Ed una cosa paradossale è che il governo italiano sta supportando
il regime egiziano”. Sull’argomento, Adly trova così una sintesi:
“Prima che di stabilità, occorre parlare di indipendenza e di libertà.
Tra stabilità e libertà, in ogni caso, c’è da scegliere la libertà come
primo obiettivo da perseguire. La nostra non è una nazione libera
da qualsiasi punto di vista, per cui l’unica stabilità che si potrebbe
ricercare è soltanto a livello internazionale e formale”. E declinando
il concetto di stabilità verso la sicurezza fa riferimento all’attentato
avvenuto davanti al Consolato italiano nello scorso Luglio: “Non si
può parlare di sicurezza quando c’è corruzione, brogli elettorali e
non si è liberi di poter eleggere il proprio presidente, cosa invece
possibile in Tunisia”. Ha colto così l’occasione per passare la
parola all’interlocutore magrebino accanto a lui, non prima d’aver,
comunque, fatto un esempio triste e calzante su alcuni numeri
eloquenti in tema di conquista di diritti civili e politici: “In Tunisia le
persone imprigionate, perseguitate, sono circa cento, in Egitto
sono quasi mille”.
Kais Zriba è un giornalista e attivista tunisino, cofondatore di
Inkyfada.com, membro fondatore di Al Khatt, Ong tunisina
impegnata nella promozione della libertà d’espressione e del diritto
all’accesso all’informazione e laboratorio di riflessione sul
giornalismo. In passato si era già battuto per la libertà
d’informazione e contro la censura del governo. Grazie al suo
impegno ha ottenuto diversi riconoscimenti internazionali.

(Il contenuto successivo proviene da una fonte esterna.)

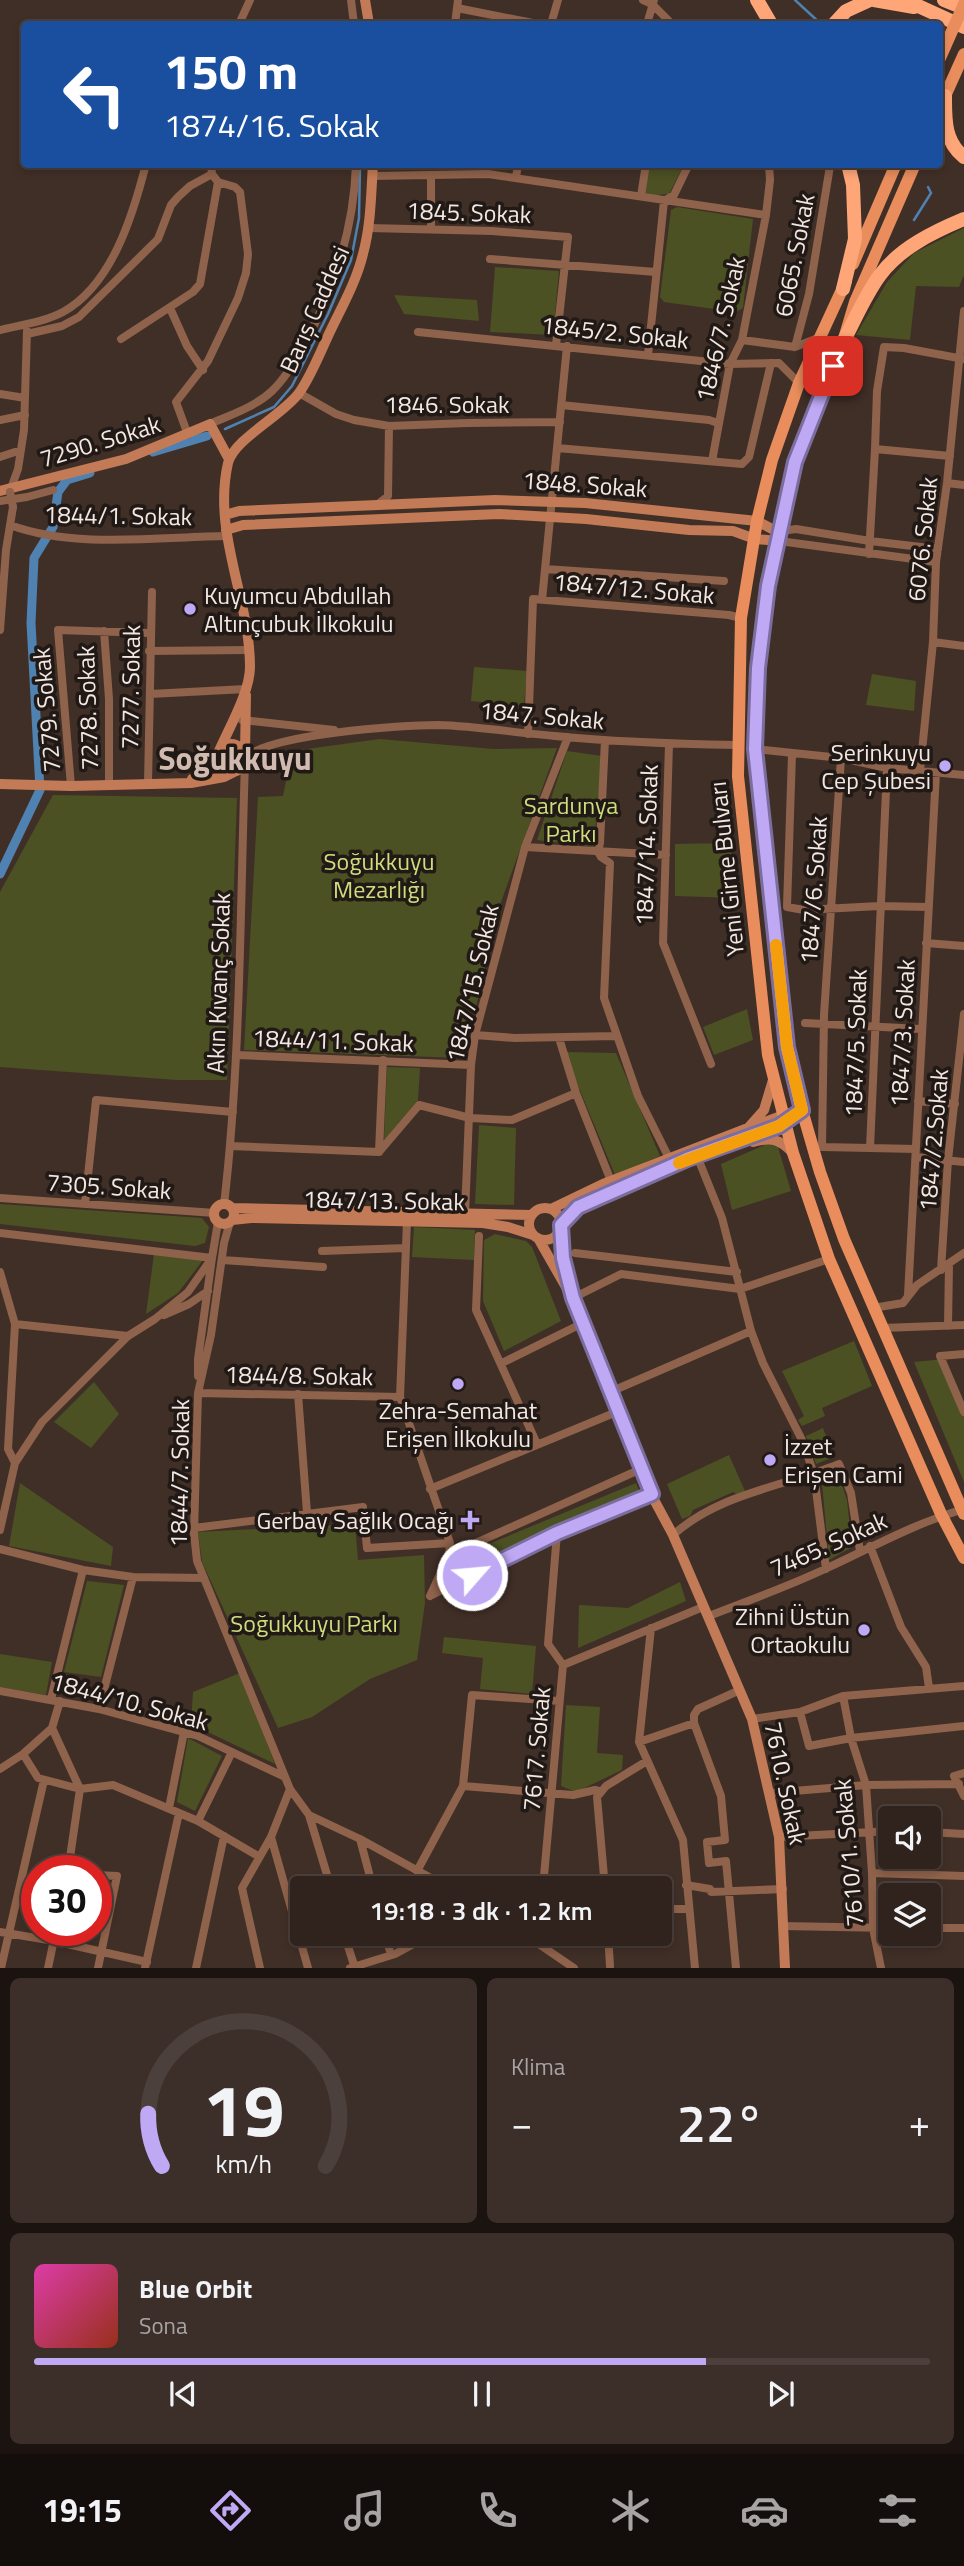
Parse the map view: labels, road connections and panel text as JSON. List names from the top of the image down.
{
  "streets": {
    "main road": [
      "Barış Caddesi",
      "7290. Sokak",
      "1848. Sokak",
      "Yeni Girne Bulvarı",
      "1847/13. Sokak",
      "7610. Sokak"
    ],
    "street": [
      "1845. Sokak",
      "6065. Sokak",
      "1846/7. Sokak",
      "1845/2. Sokak",
      "1846. Sokak",
      "1844/1. Sokak",
      "6076. Sokak",
      "1847/12. Sokak",
      "7277. Sokak",
      "7278. Sokak",
      "7279. Sokak",
      "1847. Sokak",
      "1847/14. Sokak",
      "1847/6. Sokak",
      "Akın Kıvanç Sokak",
      "1847/15. Sokak",
      "1847/3. Sokak",
      "1844/11. Sokak",
      "1847/5. Sokak",
      "1847/2.Sokak",
      "7305. Sokak",
      "1844/8. Sokak",
      "1844/7. Sokak",
      "7465. Sokak",
      "1844/10. Sokak",
      "7617. Sokak",
      "7610/1. Sokak"
    ]
  },
  "crossings": [
    ["1845. Sokak", "Barış Caddesi"],
    ["6065. Sokak", "1846/7. Sokak"],
    ["Barış Caddesi", "1846. Sokak"],
    ["1846/7. Sokak", "1845/2. Sokak"],
    ["1848. Sokak", "1844/1. Sokak"],
    ["1848. Sokak", "6076. Sokak"],
    ["1848. Sokak", "Yeni Girne Bulvarı"],
    ["1847/12. Sokak", "1847. Sokak"],
    ["1847/12. Sokak", "Yeni Girne Bulvarı"],
    ["7278. Sokak", "7279. Sokak"],
    ["1847. Sokak", "1847/14. Sokak"],
    ["1847. Sokak", "Yeni Girne Bulvarı"],
    ["1847. Sokak", "Akın Kıvanç Sokak"],
    ["1847. Sokak", "1847/15. Sokak"],
    ["Yeni Girne Bulvarı", "7465. Sokak"],
    ["1847/6. Sokak", "1847/5. Sokak"],
    ["Akın Kıvanç Sokak", "1844/11. Sokak"],
    ["Akın Kıvanç Sokak", "7305. Sokak"],
    ["Akın Kıvanç Sokak", "1847/13. Sokak"],
    ["Akın Kıvanç Sokak", "1844/7. Sokak"],
    ["1847/15. Sokak", "1844/11. Sokak"],
    ["1847/15. Sokak", "1847/13. Sokak"],
    ["7305. Sokak", "1847/13. Sokak"],
    ["7305. Sokak", "1844/7. Sokak"],
    ["1847/13. Sokak", "1844/7. Sokak"],
    ["1844/8. Sokak", "1844/7. Sokak"],
    ["1844/7. Sokak", "1844/10. Sokak"],
    ["7465. Sokak", "7617. Sokak"],
    ["7465. Sokak", "7610. Sokak"]
  ],
  "districts": ["Soğukkuyu"],
  "parks": ["Sardunya Parkı", "Soğukkuyu Mezarlığı", "Soğukkuyu Parkı"],
  "places": {
    "other": [
      "Kuyumcu Abdullah Altınçubuk İlkokulu",
      "Serinkuyu Cep Şubesi",
      "Zehra-Semahat Erişen İlkokulu",
      "İzzet Erişen Cami",
      "Zihni Üstün Ortaokulu"
    ],
    "health": ["Gerbay Sağlık Ocağı"]
  },
  "page": {
    "turn": ["150 m", "1874/16. Sokak"],
    "limit": "30",
    "trip": "19:18 · 3 dk · 1.2 km",
    "tile": "Klima",
    "heat": ["−", "22°", "+"],
    "song": ["Blue Orbit", "Sona"],
    "tabs": "19:15",
    "gauge": ["19", "km/h"]
  }
}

Dopo tre anni di transizione iniziati con la rivoluzione del 2011 e la
fine del potere di Ben Ali, adesso alla guida della Tunisia c’è il
presidente Essebsi.
Dal racconto di Zriba, emergono subito dati inquietanti che fanno
trasparire un volto del Paese anche più sofferente dell’Egitto:
“Secondo le statistiche, in Tunisia è stato rilevato che l’uno per
cento della popolazione è adesso in prigione, per cui stiamo peggio
noi…” Il giovane giornalista riflette anche sul terrorismo, riferendosi
ai terribili attentati di Tunisi: “E’ troppo facile dire che è solo colpa
dell’Isis, è quasi una scusa fatta circolare dal governo anche
attraverso il popolo”. E sul tema del dibattito: “Innanzitutto occorre
capire di quale stabilità si stia parlando. Credo che per i cittadini sia
pericoloso parlare di stabilità senza conoscere il vero senso della
libertà. Abbiamo, sotto questo aspetto, un problema politico ed
economico. La stabilità non riguarda solo la sicurezza, ma anche
l’aspetto economico. La Francia ci dà consigli e vorrebbe che noi
seguissimo il suo modello, ma io penso che noi in Tunisia
dovremmo agire a modo nostro e prendere noi le decisioni”.

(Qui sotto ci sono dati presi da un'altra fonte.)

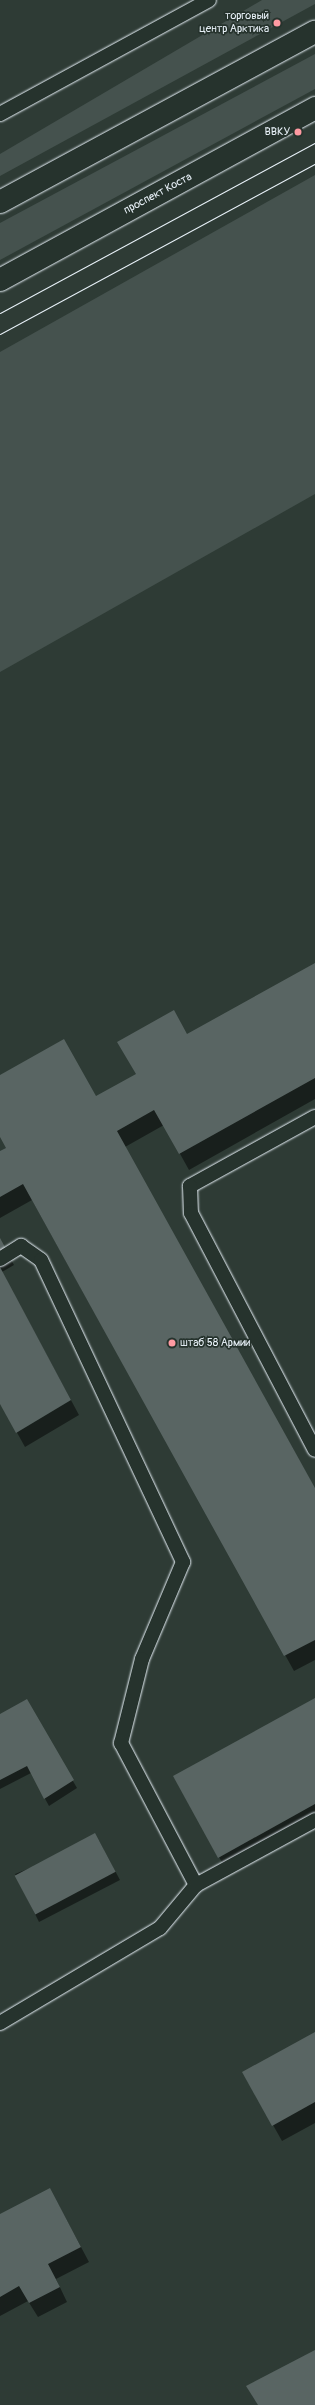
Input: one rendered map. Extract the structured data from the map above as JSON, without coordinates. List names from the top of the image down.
{
  "streets": {
    "main road": ["проспект Коста"]
  },
  "places": ["торговый центр Арктика", "ВВКУ", "штаб 58 Армии"]
}
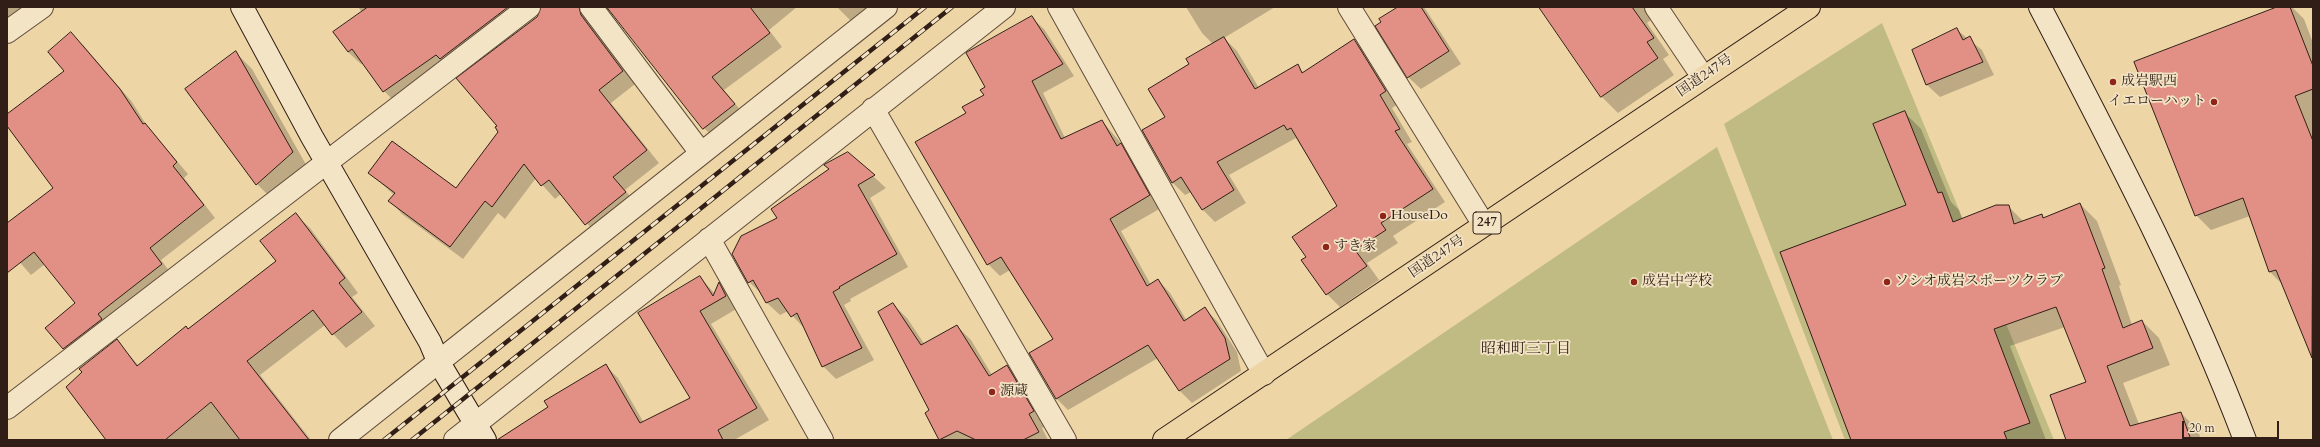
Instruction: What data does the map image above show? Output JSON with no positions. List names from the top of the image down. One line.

Non è un caso se per il secondo anno, al Sabirfest, a fianco di
ospiti dell’Africa mediterranea, siedono nel dibattito attivisti No tav.
In fondo, la Val di Susa è diventata un paradigma, una sorta di
“nazione laboratorio” di lotta in difesa del territorio e dei principi
democratici, un presidio di difesa di spazi di cittadinanza, la cui
testimonianza è stata affidata a Ilio Amisano, consulente
informatico e musicista, esperto di elettronica, informatica, energia
e ambiente, attivo dal 2005 nel movimento No-TAV. Amisano si
occupa anche di risparmio energetico e porta avanti progetti legati
all’economia solidale e alle monete complementari.

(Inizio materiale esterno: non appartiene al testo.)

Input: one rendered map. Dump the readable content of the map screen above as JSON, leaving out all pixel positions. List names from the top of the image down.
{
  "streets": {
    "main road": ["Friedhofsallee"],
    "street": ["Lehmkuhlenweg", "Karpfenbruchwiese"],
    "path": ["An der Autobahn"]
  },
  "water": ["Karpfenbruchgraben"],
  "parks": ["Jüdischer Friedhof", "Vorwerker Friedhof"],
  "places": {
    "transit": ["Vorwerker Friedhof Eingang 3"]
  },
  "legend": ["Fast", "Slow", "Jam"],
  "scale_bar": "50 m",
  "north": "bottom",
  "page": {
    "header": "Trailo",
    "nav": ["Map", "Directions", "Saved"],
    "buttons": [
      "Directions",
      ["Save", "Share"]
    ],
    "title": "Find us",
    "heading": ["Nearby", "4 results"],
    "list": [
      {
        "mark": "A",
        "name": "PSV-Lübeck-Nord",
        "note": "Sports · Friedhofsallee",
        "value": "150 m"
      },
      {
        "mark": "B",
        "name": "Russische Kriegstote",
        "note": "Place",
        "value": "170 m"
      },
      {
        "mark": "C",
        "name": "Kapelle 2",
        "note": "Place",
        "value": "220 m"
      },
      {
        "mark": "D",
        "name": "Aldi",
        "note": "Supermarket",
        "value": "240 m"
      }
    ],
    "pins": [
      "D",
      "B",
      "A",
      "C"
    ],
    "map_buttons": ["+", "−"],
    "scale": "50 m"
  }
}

“In Val di Susa la gente si è accorta col tempo che la propria libertà
è limitata, e che nel territorio ha perso anche il diritto alla protesta”.
Ha quindi raccontato la storia delle vicende No tav e criticato
duramente chi ha accusato alcuni attivisti di “terrorismo”. Triste
vicenda in cui tuttavia ha colto un lato positivo: “E’ servita a far
uscire il nostro messaggio fuori dalla Valle…”. E sull’argomento del
dibattito: “La stabilità intesa da un potere istituzionale significa
‘controllo’, non stabilità economica. Perché quest’ultima è indice di
un sistema che funziona a livello comunitario, ma tale effetto nel
neoliberismo non riesco a trovarlo. Tra sviluppo e diritti – ha
proseguito l’esponente No tav – scelgo sicuramente i diritti.
Sviluppo fine a se stesso non vuol dire nulla, ciò che serve è la
sostenibilità economica, con il denaro distribuito in modo equo fra
tutti. La val di Susa fa paura all’Europa anche perché è un esempio
di comunità che mette in discussione un intero modello”.